What is expected -
For the entries below, the result should be an exact transcription of the lines from the one with "width:36px; height:36px; display:grid;" up to and including the one with "font-size:13px; font-style:normal; color:var(--muted)", and only those.

Records from a data source -
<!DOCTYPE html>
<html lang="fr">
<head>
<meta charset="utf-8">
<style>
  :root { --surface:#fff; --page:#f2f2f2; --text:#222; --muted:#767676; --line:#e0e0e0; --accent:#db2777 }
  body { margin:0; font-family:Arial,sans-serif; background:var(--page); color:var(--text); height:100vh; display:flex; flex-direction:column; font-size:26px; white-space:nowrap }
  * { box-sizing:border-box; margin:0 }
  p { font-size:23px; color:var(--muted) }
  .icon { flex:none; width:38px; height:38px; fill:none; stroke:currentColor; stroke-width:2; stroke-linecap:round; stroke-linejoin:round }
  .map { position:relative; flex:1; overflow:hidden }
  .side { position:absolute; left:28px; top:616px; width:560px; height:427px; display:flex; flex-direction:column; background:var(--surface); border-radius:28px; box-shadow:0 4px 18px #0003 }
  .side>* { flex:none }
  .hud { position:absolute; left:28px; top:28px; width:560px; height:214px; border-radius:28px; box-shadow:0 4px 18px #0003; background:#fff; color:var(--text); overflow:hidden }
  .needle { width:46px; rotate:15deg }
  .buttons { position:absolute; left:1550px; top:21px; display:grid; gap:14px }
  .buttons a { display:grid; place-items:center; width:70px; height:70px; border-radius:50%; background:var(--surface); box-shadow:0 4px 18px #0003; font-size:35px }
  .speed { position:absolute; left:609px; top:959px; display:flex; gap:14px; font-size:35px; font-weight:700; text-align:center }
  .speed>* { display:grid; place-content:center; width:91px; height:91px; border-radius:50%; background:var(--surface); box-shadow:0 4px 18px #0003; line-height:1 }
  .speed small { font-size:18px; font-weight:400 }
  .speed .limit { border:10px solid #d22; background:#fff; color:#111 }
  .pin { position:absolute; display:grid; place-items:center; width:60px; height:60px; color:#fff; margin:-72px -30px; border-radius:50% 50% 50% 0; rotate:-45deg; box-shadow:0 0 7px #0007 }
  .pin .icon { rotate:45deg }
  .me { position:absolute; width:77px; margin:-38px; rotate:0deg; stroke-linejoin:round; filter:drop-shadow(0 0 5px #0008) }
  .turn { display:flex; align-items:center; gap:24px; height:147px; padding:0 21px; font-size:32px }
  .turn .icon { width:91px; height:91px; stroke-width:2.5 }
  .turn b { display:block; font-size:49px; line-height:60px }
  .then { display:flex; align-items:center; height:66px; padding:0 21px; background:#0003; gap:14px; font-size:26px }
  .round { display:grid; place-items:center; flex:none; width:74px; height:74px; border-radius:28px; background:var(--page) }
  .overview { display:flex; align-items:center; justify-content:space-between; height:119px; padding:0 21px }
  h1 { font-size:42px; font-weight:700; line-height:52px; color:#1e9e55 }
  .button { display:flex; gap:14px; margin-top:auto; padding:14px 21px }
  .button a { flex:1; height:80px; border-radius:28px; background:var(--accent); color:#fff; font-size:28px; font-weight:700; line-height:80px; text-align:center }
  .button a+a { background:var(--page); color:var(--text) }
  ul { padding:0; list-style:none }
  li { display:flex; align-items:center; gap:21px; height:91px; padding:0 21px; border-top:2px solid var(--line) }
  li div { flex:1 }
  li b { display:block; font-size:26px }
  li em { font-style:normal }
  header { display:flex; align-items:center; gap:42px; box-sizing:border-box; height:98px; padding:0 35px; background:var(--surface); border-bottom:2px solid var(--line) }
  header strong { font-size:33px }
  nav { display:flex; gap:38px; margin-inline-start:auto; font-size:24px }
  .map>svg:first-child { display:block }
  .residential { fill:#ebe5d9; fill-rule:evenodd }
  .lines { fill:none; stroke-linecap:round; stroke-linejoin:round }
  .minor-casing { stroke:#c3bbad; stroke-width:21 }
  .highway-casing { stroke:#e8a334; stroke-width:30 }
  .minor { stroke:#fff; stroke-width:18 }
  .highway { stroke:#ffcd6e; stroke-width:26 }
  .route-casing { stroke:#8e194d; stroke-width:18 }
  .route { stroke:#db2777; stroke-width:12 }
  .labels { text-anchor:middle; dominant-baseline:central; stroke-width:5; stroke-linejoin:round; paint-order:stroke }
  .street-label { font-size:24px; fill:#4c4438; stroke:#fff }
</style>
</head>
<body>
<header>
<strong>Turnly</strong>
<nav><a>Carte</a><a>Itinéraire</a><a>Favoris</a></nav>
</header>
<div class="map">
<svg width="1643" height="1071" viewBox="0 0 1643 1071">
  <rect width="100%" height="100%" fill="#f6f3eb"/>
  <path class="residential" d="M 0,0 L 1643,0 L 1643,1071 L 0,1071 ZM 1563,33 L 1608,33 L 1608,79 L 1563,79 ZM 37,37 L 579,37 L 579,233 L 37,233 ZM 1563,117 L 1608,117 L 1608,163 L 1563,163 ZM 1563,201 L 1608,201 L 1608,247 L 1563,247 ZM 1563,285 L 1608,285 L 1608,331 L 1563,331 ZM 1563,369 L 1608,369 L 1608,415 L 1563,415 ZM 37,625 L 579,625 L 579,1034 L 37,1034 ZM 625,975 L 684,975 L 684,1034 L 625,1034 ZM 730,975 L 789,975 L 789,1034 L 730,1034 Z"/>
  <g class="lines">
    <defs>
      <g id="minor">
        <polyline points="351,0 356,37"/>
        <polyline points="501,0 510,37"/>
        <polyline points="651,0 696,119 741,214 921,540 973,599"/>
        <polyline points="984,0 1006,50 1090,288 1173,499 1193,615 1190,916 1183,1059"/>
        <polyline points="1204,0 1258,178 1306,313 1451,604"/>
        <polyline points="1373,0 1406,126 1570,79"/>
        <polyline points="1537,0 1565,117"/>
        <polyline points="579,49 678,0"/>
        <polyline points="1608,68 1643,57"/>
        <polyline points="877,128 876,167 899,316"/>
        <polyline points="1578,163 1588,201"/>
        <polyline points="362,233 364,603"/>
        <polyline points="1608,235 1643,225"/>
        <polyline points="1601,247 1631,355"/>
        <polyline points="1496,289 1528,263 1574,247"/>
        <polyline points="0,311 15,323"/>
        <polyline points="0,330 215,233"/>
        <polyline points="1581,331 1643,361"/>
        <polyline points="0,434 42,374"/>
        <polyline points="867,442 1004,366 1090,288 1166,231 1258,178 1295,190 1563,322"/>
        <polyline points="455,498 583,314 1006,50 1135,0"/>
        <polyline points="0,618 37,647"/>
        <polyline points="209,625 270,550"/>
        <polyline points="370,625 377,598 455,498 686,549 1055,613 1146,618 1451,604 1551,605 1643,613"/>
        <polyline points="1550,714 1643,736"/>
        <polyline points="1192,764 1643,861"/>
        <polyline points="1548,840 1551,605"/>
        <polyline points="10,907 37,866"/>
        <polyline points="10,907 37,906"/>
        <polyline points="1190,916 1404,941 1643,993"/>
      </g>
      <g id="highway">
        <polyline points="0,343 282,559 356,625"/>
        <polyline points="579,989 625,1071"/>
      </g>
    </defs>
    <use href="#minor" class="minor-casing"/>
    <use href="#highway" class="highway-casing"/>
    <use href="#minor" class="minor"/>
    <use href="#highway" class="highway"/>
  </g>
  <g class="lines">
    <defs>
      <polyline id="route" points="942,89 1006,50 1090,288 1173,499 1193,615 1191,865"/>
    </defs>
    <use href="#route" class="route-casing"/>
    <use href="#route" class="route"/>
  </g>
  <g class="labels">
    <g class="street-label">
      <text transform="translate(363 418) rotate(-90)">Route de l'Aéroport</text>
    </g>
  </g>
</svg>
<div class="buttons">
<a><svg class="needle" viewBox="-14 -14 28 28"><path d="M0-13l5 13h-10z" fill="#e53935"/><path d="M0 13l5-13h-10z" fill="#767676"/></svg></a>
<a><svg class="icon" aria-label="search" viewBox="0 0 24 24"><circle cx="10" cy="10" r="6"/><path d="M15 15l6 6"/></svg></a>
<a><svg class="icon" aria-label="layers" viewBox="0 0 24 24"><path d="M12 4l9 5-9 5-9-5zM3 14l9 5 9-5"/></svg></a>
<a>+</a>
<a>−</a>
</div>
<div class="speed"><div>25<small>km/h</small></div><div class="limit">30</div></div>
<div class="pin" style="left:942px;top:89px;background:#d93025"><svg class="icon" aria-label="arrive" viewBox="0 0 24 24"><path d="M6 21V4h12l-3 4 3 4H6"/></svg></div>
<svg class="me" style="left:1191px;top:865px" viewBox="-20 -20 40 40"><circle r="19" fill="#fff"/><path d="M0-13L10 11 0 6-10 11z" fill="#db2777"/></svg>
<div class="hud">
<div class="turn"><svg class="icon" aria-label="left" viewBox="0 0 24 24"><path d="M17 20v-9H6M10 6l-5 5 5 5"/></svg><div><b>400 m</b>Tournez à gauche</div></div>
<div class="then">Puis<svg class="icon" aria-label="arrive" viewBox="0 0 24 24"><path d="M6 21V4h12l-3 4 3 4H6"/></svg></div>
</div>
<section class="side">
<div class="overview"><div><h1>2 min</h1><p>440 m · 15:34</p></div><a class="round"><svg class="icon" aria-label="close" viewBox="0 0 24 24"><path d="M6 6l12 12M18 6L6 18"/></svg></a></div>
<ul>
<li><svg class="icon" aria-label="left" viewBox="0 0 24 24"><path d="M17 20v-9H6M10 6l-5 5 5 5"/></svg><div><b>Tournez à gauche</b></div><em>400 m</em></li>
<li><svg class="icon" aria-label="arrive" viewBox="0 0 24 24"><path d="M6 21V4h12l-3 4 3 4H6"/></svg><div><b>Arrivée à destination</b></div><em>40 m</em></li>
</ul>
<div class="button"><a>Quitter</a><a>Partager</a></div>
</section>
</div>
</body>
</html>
* * *
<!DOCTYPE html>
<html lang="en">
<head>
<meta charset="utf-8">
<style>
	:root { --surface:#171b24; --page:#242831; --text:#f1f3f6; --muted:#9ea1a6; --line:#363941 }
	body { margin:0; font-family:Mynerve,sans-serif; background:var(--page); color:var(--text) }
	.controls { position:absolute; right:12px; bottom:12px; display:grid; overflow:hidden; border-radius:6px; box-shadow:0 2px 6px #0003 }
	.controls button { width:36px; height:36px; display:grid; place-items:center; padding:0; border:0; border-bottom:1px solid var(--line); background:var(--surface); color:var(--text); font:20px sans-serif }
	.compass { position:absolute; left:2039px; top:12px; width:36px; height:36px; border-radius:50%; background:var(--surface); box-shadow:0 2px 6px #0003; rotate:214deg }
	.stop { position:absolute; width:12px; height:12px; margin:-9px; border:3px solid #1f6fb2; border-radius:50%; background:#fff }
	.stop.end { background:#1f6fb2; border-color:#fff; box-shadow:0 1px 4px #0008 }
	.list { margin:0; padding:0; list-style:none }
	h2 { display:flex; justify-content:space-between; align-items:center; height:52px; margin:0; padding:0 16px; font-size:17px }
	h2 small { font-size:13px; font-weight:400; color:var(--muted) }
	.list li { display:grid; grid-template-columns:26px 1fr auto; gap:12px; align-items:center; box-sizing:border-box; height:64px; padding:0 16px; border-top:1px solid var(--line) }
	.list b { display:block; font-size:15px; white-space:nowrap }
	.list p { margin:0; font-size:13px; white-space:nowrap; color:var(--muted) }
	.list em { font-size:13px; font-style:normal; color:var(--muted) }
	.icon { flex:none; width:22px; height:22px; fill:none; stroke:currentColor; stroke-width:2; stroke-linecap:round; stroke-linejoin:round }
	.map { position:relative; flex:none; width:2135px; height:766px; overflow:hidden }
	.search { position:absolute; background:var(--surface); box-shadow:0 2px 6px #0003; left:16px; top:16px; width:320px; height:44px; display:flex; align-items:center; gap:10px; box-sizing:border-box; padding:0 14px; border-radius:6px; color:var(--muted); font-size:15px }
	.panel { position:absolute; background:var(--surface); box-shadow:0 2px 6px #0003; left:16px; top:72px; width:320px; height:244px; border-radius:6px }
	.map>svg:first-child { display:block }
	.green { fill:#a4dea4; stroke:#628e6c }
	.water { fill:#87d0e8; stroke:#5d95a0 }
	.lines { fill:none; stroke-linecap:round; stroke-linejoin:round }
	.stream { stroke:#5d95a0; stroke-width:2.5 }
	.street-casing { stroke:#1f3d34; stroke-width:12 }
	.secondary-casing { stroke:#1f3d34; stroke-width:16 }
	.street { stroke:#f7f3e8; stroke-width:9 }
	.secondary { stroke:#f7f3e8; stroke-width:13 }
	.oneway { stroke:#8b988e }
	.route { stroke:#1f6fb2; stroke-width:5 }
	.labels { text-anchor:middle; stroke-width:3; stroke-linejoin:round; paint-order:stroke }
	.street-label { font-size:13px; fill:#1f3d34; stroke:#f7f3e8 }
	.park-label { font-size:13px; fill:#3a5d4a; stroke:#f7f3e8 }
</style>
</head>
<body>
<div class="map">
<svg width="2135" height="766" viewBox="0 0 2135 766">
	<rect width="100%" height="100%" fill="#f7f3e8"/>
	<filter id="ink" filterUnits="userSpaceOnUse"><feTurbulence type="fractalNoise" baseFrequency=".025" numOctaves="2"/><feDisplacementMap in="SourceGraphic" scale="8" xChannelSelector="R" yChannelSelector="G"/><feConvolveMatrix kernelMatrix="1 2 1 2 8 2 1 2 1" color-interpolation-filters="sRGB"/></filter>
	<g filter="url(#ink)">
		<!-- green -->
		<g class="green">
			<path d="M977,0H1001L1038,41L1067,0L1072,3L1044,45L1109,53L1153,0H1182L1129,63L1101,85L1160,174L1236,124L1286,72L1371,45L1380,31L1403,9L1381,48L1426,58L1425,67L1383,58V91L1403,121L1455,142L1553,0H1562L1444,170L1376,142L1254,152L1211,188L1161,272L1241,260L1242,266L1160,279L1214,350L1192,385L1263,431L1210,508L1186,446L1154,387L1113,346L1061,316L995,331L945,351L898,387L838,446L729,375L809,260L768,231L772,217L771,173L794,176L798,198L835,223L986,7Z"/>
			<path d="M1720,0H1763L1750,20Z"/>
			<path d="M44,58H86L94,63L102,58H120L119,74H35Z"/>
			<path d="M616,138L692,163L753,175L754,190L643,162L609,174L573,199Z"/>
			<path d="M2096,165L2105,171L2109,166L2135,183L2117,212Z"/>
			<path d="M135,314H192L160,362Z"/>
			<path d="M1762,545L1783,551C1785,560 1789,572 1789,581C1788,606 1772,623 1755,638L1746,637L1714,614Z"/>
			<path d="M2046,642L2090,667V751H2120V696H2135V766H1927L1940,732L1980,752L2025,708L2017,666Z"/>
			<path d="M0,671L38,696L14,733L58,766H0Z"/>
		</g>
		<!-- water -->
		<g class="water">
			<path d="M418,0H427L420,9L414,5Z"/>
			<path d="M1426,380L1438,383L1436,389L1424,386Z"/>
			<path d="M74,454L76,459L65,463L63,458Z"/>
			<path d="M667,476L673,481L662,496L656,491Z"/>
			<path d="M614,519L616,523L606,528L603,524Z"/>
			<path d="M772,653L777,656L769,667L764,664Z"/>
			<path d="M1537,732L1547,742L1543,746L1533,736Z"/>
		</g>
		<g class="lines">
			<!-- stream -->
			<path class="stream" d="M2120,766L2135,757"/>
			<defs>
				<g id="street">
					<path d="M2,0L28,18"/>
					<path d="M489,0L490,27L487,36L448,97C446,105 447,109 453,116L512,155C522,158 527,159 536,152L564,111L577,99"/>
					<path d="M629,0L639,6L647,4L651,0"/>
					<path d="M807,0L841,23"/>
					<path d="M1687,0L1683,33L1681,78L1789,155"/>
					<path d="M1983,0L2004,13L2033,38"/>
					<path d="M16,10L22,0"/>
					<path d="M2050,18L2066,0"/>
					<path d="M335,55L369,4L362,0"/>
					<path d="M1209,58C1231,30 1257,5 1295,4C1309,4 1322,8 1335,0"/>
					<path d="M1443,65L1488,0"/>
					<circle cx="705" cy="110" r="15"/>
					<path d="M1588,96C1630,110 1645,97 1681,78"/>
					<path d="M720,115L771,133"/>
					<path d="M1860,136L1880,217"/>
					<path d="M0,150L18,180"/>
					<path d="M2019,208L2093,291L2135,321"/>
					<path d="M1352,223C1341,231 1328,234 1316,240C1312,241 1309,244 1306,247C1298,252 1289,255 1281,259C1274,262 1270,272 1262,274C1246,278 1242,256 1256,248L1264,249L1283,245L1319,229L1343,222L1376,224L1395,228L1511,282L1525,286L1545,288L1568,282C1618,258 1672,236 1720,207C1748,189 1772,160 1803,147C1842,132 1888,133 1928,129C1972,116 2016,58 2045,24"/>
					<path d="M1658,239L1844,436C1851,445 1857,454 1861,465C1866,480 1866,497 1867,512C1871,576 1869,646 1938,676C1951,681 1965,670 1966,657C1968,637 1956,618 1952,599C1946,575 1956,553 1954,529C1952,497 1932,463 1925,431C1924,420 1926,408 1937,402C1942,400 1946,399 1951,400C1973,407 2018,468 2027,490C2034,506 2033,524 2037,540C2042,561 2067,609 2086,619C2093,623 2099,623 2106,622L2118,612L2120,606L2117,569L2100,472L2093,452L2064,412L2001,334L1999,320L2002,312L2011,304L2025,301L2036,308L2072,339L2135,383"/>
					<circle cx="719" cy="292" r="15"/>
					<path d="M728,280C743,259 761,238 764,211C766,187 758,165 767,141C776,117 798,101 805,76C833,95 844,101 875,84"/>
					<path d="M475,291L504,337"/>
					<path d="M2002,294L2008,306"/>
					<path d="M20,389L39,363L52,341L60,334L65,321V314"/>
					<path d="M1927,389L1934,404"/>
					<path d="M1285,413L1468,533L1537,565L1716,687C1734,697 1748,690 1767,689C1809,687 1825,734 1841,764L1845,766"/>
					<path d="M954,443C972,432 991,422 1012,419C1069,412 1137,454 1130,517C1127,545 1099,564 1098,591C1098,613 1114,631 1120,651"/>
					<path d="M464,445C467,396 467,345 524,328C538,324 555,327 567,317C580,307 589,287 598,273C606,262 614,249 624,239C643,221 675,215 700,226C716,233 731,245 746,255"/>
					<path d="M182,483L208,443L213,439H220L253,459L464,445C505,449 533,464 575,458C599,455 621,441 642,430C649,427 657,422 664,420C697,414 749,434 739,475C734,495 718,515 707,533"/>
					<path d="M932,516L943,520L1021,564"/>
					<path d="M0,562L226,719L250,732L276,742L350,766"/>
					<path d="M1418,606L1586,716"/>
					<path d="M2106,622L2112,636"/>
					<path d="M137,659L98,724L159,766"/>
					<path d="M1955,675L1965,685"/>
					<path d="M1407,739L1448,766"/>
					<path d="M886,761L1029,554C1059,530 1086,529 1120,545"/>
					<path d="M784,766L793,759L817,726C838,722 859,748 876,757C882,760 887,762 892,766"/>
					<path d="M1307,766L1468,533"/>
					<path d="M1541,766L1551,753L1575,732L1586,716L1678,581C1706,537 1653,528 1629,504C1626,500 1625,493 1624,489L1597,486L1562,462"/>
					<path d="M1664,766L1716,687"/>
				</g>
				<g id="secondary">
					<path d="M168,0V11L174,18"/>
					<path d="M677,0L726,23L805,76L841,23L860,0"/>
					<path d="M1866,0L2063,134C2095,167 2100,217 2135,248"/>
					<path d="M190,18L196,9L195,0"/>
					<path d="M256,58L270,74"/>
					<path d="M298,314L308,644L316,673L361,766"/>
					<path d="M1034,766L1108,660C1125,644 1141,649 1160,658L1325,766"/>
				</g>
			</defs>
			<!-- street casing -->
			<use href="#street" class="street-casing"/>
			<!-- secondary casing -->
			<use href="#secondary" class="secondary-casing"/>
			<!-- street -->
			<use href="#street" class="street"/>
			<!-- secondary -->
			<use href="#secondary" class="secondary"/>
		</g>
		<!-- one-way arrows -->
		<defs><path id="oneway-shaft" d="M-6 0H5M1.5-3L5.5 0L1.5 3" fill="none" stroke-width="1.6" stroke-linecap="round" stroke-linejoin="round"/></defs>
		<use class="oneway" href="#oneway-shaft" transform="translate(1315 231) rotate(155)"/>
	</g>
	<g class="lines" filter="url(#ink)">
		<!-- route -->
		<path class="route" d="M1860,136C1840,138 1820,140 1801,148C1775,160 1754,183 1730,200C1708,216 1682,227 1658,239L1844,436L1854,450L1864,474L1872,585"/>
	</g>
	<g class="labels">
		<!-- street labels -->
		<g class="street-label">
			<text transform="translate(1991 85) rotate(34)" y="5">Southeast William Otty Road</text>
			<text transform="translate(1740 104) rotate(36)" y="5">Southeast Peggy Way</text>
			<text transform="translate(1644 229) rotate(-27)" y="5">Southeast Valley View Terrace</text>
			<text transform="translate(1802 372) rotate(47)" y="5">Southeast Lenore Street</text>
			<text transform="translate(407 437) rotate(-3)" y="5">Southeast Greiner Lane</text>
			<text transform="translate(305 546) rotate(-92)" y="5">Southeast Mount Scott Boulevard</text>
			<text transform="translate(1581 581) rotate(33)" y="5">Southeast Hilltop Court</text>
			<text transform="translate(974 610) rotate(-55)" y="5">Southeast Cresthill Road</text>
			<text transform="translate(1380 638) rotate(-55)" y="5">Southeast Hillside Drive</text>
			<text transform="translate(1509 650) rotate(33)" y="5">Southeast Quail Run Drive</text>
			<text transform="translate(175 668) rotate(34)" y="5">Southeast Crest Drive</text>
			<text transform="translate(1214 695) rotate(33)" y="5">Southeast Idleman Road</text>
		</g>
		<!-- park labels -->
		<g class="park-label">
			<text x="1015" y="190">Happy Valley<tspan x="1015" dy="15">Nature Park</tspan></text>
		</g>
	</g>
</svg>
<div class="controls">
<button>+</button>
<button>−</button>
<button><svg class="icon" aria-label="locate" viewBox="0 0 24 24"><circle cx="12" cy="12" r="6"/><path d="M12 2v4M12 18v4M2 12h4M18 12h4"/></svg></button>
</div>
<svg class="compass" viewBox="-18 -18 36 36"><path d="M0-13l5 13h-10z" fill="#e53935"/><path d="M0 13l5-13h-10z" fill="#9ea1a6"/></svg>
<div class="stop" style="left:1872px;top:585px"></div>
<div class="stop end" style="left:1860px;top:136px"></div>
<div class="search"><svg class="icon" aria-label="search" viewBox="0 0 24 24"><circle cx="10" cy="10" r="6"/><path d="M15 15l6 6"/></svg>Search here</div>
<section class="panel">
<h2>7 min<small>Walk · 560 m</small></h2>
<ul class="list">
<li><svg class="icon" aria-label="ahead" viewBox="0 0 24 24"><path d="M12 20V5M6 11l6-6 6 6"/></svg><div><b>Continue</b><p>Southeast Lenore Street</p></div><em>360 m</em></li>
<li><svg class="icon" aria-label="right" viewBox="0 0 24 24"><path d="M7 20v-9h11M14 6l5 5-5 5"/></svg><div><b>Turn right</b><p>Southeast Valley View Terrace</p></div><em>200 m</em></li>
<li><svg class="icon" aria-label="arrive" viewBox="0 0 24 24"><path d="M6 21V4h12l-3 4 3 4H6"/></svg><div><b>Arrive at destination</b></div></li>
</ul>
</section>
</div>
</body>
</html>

Output of the exercise -
	.controls button { width:36px; height:36px; display:grid; place-items:center; padding:0; border:0; border-bottom:1px solid var(--line); background:var(--surface); color:var(--text); font:20px sans-serif }
	.compass { position:absolute; left:2039px; top:12px; width:36px; height:36px; border-radius:50%; background:var(--surface); box-shadow:0 2px 6px #0003; rotate:214deg }
	.stop { position:absolute; width:12px; height:12px; margin:-9px; border:3px solid #1f6fb2; border-radius:50%; background:#fff }
	.stop.end { background:#1f6fb2; border-color:#fff; box-shadow:0 1px 4px #0008 }
	.list { margin:0; padding:0; list-style:none }
	h2 { display:flex; justify-content:space-between; align-items:center; height:52px; margin:0; padding:0 16px; font-size:17px }
	h2 small { font-size:13px; font-weight:400; color:var(--muted) }
	.list li { display:grid; grid-template-columns:26px 1fr auto; gap:12px; align-items:center; box-sizing:border-box; height:64px; padding:0 16px; border-top:1px solid var(--line) }
	.list b { display:block; font-size:15px; white-space:nowrap }
	.list p { margin:0; font-size:13px; white-space:nowrap; color:var(--muted) }
	.list em { font-size:13px; font-style:normal; color:var(--muted) }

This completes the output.